(Saved entries)
<<<<
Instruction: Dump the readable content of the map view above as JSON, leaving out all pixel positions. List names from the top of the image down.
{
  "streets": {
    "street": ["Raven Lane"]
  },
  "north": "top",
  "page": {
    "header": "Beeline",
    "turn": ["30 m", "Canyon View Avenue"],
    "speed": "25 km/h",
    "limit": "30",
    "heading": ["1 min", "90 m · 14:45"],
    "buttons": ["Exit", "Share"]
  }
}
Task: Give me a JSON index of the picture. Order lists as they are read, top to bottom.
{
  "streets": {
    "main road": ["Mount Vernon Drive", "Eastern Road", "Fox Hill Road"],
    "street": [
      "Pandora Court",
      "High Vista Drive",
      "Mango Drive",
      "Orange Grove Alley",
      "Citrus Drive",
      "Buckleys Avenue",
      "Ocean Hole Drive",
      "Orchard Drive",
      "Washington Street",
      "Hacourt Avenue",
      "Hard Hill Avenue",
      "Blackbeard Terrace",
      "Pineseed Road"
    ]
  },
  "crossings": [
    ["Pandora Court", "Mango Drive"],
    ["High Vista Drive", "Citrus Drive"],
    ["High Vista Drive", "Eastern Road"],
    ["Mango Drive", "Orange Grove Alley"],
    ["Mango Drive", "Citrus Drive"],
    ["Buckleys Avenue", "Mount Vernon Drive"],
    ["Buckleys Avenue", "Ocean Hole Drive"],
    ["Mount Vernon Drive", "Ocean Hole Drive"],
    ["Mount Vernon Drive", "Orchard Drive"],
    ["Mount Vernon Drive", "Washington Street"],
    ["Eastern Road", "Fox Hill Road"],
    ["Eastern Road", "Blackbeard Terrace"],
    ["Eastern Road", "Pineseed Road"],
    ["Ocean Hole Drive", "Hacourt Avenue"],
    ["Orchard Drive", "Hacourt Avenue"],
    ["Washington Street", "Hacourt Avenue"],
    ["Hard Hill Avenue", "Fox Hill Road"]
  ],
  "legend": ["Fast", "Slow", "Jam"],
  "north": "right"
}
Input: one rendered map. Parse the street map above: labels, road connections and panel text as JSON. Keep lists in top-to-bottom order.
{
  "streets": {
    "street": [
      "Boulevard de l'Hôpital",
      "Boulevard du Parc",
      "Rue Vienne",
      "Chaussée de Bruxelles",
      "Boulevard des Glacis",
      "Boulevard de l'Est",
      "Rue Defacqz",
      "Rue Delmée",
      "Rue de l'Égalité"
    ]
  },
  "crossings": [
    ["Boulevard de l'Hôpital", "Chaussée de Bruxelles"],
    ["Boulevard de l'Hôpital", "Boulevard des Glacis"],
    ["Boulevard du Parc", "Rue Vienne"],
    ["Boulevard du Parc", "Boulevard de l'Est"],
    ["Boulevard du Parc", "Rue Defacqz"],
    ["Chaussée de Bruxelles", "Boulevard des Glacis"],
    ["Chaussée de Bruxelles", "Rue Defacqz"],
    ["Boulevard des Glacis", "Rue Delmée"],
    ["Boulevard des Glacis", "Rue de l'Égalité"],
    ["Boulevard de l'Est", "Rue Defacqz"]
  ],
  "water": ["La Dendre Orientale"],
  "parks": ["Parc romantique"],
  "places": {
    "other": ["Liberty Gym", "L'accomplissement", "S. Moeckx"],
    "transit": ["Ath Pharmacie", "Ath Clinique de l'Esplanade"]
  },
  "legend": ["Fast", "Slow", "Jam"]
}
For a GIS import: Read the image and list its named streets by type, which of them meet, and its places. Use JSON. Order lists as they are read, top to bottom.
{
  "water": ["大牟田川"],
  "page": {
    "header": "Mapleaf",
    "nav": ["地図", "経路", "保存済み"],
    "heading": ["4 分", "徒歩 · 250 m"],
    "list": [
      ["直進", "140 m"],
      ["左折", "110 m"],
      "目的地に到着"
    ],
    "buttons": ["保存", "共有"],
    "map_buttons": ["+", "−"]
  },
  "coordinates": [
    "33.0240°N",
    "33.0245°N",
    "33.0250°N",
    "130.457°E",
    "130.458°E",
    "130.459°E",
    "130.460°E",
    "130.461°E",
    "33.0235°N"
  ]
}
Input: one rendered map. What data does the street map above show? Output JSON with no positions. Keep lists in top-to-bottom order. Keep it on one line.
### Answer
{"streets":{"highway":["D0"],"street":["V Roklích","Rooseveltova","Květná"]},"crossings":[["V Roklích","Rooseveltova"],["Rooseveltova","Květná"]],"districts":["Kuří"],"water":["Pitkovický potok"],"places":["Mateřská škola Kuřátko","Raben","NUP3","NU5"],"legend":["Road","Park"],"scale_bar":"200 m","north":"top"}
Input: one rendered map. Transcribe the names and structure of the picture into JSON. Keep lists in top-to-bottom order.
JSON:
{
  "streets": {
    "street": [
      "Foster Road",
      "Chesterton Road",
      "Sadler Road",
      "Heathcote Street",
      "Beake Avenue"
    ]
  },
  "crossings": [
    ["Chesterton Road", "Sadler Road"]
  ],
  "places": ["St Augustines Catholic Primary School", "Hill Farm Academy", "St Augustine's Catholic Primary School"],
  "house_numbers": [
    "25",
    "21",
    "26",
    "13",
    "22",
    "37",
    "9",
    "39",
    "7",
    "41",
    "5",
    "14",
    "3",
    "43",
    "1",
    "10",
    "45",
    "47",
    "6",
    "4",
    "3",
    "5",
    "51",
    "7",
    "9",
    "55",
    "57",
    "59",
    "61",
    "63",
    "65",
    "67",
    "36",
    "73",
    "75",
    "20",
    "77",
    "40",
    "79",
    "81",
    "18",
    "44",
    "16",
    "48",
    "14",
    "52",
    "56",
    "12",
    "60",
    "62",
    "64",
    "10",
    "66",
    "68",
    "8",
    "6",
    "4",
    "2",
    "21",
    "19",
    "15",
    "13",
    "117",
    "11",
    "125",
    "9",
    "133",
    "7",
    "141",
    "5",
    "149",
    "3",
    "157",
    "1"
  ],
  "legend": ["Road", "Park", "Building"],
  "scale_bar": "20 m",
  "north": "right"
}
>>>>
Directions
Your reply must be the entries above, returned word for word.

Written reply
Instruction: Dump the readable content of the map view above as JSON, leaving out all pixel positions. List names from the top of the image down.
{
  "streets": {
    "street": ["Raven Lane"]
  },
  "north": "top",
  "page": {
    "header": "Beeline",
    "turn": ["30 m", "Canyon View Avenue"],
    "speed": "25 km/h",
    "limit": "30",
    "heading": ["1 min", "90 m · 14:45"],
    "buttons": ["Exit", "Share"]
  }
}
Task: Give me a JSON index of the picture. Order lists as they are read, top to bottom.
{
  "streets": {
    "main road": ["Mount Vernon Drive", "Eastern Road", "Fox Hill Road"],
    "street": [
      "Pandora Court",
      "High Vista Drive",
      "Mango Drive",
      "Orange Grove Alley",
      "Citrus Drive",
      "Buckleys Avenue",
      "Ocean Hole Drive",
      "Orchard Drive",
      "Washington Street",
      "Hacourt Avenue",
      "Hard Hill Avenue",
      "Blackbeard Terrace",
      "Pineseed Road"
    ]
  },
  "crossings": [
    ["Pandora Court", "Mango Drive"],
    ["High Vista Drive", "Citrus Drive"],
    ["High Vista Drive", "Eastern Road"],
    ["Mango Drive", "Orange Grove Alley"],
    ["Mango Drive", "Citrus Drive"],
    ["Buckleys Avenue", "Mount Vernon Drive"],
    ["Buckleys Avenue", "Ocean Hole Drive"],
    ["Mount Vernon Drive", "Ocean Hole Drive"],
    ["Mount Vernon Drive", "Orchard Drive"],
    ["Mount Vernon Drive", "Washington Street"],
    ["Eastern Road", "Fox Hill Road"],
    ["Eastern Road", "Blackbeard Terrace"],
    ["Eastern Road", "Pineseed Road"],
    ["Ocean Hole Drive", "Hacourt Avenue"],
    ["Orchard Drive", "Hacourt Avenue"],
    ["Washington Street", "Hacourt Avenue"],
    ["Hard Hill Avenue", "Fox Hill Road"]
  ],
  "legend": ["Fast", "Slow", "Jam"],
  "north": "right"
}
Input: one rendered map. Parse the street map above: labels, road connections and panel text as JSON. Keep lists in top-to-bottom order.
{
  "streets": {
    "street": [
      "Boulevard de l'Hôpital",
      "Boulevard du Parc",
      "Rue Vienne",
      "Chaussée de Bruxelles",
      "Boulevard des Glacis",
      "Boulevard de l'Est",
      "Rue Defacqz",
      "Rue Delmée",
      "Rue de l'Égalité"
    ]
  },
  "crossings": [
    ["Boulevard de l'Hôpital", "Chaussée de Bruxelles"],
    ["Boulevard de l'Hôpital", "Boulevard des Glacis"],
    ["Boulevard du Parc", "Rue Vienne"],
    ["Boulevard du Parc", "Boulevard de l'Est"],
    ["Boulevard du Parc", "Rue Defacqz"],
    ["Chaussée de Bruxelles", "Boulevard des Glacis"],
    ["Chaussée de Bruxelles", "Rue Defacqz"],
    ["Boulevard des Glacis", "Rue Delmée"],
    ["Boulevard des Glacis", "Rue de l'Égalité"],
    ["Boulevard de l'Est", "Rue Defacqz"]
  ],
  "water": ["La Dendre Orientale"],
  "parks": ["Parc romantique"],
  "places": {
    "other": ["Liberty Gym", "L'accomplissement", "S. Moeckx"],
    "transit": ["Ath Pharmacie", "Ath Clinique de l'Esplanade"]
  },
  "legend": ["Fast", "Slow", "Jam"]
}
For a GIS import: Read the image and list its named streets by type, which of them meet, and its places. Use JSON. Order lists as they are read, top to bottom.
{
  "water": ["大牟田川"],
  "page": {
    "header": "Mapleaf",
    "nav": ["地図", "経路", "保存済み"],
    "heading": ["4 分", "徒歩 · 250 m"],
    "list": [
      ["直進", "140 m"],
      ["左折", "110 m"],
      "目的地に到着"
    ],
    "buttons": ["保存", "共有"],
    "map_buttons": ["+", "−"]
  },
  "coordinates": [
    "33.0240°N",
    "33.0245°N",
    "33.0250°N",
    "130.457°E",
    "130.458°E",
    "130.459°E",
    "130.460°E",
    "130.461°E",
    "33.0235°N"
  ]
}
Input: one rendered map. What data does the street map above show? Output JSON with no positions. Keep lists in top-to-bottom order. Keep it on one line.
### Answer
{"streets":{"highway":["D0"],"street":["V Roklích","Rooseveltova","Květná"]},"crossings":[["V Roklích","Rooseveltova"],["Rooseveltova","Květná"]],"districts":["Kuří"],"water":["Pitkovický potok"],"places":["Mateřská škola Kuřátko","Raben","NUP3","NU5"],"legend":["Road","Park"],"scale_bar":"200 m","north":"top"}
Input: one rendered map. Transcribe the names and structure of the picture into JSON. Keep lists in top-to-bottom order.
JSON:
{
  "streets": {
    "street": [
      "Foster Road",
      "Chesterton Road",
      "Sadler Road",
      "Heathcote Street",
      "Beake Avenue"
    ]
  },
  "crossings": [
    ["Chesterton Road", "Sadler Road"]
  ],
  "places": ["St Augustines Catholic Primary School", "Hill Farm Academy", "St Augustine's Catholic Primary School"],
  "house_numbers": [
    "25",
    "21",
    "26",
    "13",
    "22",
    "37",
    "9",
    "39",
    "7",
    "41",
    "5",
    "14",
    "3",
    "43",
    "1",
    "10",
    "45",
    "47",
    "6",
    "4",
    "3",
    "5",
    "51",
    "7",
    "9",
    "55",
    "57",
    "59",
    "61",
    "63",
    "65",
    "67",
    "36",
    "73",
    "75",
    "20",
    "77",
    "40",
    "79",
    "81",
    "18",
    "44",
    "16",
    "48",
    "14",
    "52",
    "56",
    "12",
    "60",
    "62",
    "64",
    "10",
    "66",
    "68",
    "8",
    "6",
    "4",
    "2",
    "21",
    "19",
    "15",
    "13",
    "117",
    "11",
    "125",
    "9",
    "133",
    "7",
    "141",
    "5",
    "149",
    "3",
    "157",
    "1"
  ],
  "legend": ["Road", "Park", "Building"],
  "scale_bar": "20 m",
  "north": "right"
}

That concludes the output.